Pharmacokinetics and brain uptake of a genetically engineered bifunctional fusion antibody targeting the mouse transferrin receptor.

Monoclonal antibodies (MAbs) are potential new therapeutics for brain diseases. However, MAbs do not cross the blood-brain barrier (BBB). The present work describes the genetic engineering of a fusion protein composed of a therapeutic single chain Fv (ScFv) antibody and a mouse/rat chimeric MAb against the mouse transferrin receptor (TfR). The TfRMAb acts as a molecular Trojan horse to ferry the therapeutic ScFv across the BBB in vivo in the mouse. The ScFv is fused to the carboxyl terminus of the heavy chain of the chimeric TfRMAb, and this fusion protein is designated cTfRMAb-ScFv. Chinese hamster ovary cells were permanently transfected, and a high secreting cell line in serum free medium was cloned. The cTfRMAb-ScFv fusion protein was purified to homogeneity on gels and Western blotting with protein G affinity chromatography. The cTfRMAb-ScFv fusion protein was bifunctional and bound both the target antigen, as determined by ELISA, and the mouse TfR, as determined with a radio-receptor assay.
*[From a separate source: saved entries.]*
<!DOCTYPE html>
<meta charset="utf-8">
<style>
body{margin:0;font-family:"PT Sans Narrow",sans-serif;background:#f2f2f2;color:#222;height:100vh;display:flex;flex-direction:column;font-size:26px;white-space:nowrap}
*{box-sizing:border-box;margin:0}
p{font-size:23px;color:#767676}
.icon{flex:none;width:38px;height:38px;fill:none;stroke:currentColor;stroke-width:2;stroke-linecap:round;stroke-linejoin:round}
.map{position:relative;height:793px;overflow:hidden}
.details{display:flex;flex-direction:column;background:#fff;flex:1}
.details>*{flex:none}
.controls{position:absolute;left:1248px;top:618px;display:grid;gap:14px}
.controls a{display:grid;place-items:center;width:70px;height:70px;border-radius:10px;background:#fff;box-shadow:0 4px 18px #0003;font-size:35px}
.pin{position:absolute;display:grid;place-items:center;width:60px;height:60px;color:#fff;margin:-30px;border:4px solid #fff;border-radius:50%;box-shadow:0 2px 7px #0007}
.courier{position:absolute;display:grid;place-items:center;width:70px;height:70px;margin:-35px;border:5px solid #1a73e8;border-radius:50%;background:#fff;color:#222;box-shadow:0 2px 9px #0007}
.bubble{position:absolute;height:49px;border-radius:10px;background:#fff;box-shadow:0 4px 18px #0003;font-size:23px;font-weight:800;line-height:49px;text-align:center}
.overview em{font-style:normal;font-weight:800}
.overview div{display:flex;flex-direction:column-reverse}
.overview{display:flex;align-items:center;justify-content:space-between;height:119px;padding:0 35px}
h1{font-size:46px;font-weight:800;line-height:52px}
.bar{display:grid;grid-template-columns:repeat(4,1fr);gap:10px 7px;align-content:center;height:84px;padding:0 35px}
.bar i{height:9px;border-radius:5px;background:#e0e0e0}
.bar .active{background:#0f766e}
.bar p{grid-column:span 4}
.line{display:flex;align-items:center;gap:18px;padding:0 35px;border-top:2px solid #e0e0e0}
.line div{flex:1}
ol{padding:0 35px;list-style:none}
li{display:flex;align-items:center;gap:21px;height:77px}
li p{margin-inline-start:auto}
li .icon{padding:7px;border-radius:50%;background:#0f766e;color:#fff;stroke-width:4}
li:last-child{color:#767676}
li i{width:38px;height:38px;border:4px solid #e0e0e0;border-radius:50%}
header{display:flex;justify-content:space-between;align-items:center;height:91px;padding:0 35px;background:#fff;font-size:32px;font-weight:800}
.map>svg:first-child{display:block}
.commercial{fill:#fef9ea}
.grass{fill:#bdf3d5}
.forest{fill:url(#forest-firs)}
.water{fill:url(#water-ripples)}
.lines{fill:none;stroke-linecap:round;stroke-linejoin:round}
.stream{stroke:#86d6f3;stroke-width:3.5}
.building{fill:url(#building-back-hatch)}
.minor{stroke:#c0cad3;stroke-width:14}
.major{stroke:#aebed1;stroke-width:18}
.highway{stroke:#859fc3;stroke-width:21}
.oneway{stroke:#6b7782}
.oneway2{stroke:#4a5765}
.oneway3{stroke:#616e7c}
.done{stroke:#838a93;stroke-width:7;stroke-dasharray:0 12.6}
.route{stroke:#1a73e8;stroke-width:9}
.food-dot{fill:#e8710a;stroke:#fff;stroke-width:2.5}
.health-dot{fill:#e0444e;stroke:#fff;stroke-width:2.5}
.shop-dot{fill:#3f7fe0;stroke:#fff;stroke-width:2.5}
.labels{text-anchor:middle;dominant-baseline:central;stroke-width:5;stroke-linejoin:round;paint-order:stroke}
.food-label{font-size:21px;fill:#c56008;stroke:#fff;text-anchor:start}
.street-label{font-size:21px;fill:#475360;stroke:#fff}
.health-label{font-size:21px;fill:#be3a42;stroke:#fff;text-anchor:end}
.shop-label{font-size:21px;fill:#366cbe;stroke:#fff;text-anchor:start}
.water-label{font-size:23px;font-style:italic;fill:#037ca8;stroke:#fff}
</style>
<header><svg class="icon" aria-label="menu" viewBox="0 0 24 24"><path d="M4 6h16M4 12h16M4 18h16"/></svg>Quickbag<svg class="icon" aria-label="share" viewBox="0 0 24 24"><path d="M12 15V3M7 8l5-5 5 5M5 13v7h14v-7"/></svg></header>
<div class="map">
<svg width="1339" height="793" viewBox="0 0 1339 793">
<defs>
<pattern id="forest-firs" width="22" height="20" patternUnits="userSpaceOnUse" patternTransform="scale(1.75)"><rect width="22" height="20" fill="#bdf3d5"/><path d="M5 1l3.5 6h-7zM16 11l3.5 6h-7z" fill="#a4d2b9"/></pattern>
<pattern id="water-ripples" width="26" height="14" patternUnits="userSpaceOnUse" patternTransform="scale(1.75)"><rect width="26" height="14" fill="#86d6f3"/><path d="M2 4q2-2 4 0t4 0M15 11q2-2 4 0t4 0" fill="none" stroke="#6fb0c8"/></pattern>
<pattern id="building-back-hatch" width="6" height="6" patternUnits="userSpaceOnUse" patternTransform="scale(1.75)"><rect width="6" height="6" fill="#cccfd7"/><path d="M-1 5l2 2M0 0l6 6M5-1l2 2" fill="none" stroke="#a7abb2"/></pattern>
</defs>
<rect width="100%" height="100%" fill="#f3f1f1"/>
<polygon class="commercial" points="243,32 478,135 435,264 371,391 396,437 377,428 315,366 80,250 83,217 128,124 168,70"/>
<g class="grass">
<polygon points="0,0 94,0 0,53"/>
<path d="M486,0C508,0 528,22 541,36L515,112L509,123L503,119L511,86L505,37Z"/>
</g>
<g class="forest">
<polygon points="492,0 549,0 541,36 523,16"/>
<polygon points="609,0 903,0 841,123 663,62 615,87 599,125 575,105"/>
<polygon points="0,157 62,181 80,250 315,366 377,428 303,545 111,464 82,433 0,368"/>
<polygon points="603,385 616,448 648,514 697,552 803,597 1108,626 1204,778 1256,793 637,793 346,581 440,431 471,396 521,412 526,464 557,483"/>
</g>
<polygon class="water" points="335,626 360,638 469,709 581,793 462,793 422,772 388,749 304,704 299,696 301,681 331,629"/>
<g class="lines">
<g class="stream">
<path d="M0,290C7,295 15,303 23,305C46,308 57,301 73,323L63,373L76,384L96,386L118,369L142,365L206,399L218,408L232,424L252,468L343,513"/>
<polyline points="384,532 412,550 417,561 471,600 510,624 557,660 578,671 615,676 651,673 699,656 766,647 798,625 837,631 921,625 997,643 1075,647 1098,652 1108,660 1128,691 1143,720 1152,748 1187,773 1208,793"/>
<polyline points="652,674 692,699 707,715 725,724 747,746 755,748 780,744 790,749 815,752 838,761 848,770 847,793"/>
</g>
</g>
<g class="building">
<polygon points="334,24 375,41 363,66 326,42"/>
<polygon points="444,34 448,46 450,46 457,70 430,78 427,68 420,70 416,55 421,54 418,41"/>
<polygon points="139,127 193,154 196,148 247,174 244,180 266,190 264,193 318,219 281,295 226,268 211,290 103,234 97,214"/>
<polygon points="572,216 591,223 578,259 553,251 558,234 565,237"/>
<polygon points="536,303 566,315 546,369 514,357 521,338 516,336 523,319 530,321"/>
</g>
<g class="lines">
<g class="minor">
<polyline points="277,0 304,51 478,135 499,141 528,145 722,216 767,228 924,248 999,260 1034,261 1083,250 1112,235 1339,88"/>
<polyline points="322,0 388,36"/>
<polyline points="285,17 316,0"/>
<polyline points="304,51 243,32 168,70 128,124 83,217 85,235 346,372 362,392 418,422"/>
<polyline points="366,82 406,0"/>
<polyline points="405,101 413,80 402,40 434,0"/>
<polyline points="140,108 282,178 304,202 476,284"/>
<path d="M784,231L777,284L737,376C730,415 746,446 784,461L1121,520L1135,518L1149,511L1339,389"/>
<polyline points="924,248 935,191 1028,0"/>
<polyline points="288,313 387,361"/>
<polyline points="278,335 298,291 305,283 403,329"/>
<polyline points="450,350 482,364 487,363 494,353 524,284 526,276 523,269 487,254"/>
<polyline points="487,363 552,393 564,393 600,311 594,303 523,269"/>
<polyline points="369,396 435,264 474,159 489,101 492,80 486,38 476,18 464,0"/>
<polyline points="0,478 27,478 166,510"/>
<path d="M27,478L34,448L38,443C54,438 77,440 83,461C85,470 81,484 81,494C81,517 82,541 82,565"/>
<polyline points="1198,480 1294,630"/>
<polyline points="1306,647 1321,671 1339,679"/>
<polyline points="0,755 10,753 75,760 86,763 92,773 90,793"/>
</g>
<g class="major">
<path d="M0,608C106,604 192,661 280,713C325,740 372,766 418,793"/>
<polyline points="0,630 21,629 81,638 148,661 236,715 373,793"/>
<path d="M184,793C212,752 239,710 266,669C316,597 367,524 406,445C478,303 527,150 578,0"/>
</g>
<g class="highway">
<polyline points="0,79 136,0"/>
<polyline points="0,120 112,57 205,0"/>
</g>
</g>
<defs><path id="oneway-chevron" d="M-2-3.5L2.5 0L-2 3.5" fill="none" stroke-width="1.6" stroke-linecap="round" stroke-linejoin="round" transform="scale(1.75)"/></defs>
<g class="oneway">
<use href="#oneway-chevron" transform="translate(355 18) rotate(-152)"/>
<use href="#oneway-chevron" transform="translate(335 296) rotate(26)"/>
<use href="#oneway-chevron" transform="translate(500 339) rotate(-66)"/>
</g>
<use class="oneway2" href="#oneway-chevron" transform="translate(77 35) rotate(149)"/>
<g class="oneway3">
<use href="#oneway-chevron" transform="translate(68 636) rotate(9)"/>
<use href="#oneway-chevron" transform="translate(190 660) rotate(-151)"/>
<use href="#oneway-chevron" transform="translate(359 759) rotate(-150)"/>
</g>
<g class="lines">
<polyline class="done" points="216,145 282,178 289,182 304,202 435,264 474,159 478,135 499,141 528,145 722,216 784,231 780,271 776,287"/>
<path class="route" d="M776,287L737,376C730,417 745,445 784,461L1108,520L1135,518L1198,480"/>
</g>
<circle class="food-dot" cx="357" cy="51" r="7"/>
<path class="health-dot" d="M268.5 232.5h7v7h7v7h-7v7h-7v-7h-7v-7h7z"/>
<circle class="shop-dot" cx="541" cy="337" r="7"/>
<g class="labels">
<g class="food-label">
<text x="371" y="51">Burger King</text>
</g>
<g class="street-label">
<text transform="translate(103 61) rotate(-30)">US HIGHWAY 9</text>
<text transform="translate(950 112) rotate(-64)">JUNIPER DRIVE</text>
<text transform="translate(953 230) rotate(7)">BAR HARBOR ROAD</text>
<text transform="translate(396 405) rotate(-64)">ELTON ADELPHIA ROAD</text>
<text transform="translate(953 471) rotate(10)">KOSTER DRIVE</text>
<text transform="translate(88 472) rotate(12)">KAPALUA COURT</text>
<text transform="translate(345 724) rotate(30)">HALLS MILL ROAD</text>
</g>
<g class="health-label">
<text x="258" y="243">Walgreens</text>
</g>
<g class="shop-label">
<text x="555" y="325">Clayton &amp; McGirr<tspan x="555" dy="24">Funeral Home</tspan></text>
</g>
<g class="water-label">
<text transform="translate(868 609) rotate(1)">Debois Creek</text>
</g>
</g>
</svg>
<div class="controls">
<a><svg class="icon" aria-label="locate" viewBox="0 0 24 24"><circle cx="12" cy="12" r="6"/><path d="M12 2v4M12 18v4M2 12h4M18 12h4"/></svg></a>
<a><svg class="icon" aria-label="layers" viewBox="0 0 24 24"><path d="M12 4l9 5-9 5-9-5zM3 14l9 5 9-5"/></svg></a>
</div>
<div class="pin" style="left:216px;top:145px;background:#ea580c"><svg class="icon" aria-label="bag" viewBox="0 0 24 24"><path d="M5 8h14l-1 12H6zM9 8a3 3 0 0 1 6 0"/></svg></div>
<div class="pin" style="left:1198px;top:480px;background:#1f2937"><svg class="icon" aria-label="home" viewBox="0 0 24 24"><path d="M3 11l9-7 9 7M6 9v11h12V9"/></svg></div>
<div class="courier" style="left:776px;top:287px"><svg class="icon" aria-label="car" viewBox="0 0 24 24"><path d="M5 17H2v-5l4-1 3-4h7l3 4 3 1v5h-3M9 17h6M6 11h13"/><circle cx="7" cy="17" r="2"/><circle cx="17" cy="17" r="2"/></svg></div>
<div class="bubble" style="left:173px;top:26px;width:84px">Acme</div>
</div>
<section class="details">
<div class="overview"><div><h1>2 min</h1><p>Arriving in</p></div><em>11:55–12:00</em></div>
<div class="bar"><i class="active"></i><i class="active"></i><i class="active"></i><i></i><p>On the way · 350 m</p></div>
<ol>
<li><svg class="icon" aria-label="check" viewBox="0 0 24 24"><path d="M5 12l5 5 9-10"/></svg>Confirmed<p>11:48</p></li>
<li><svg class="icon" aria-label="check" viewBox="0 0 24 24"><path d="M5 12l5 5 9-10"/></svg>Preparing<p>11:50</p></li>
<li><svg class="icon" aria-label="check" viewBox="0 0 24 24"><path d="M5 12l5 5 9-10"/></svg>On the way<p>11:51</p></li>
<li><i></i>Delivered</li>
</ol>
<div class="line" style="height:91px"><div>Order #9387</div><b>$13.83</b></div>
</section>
The cTfRMAb-ScFv fusion protein was radio-iodinated with the Bolton-Hunter reagent, and a pharmacokinetics study in mice showed that the fusion protein was rapidly cleared from blood with a median residence time of 175 +/- 32 min. The fusion protein was avidly taken up by brain with a % injected dose (ID)/g of 3.5 +/- 0.7, as compared to an MAb with no receptor specificity, which was 0.06 +/- 0.01% ID/g. These studies demonstrate that therapeutic MAbs may be re-engineered as fusion proteins with BBB molecular Trojan horses for targeted delivery across the BBB in vivo.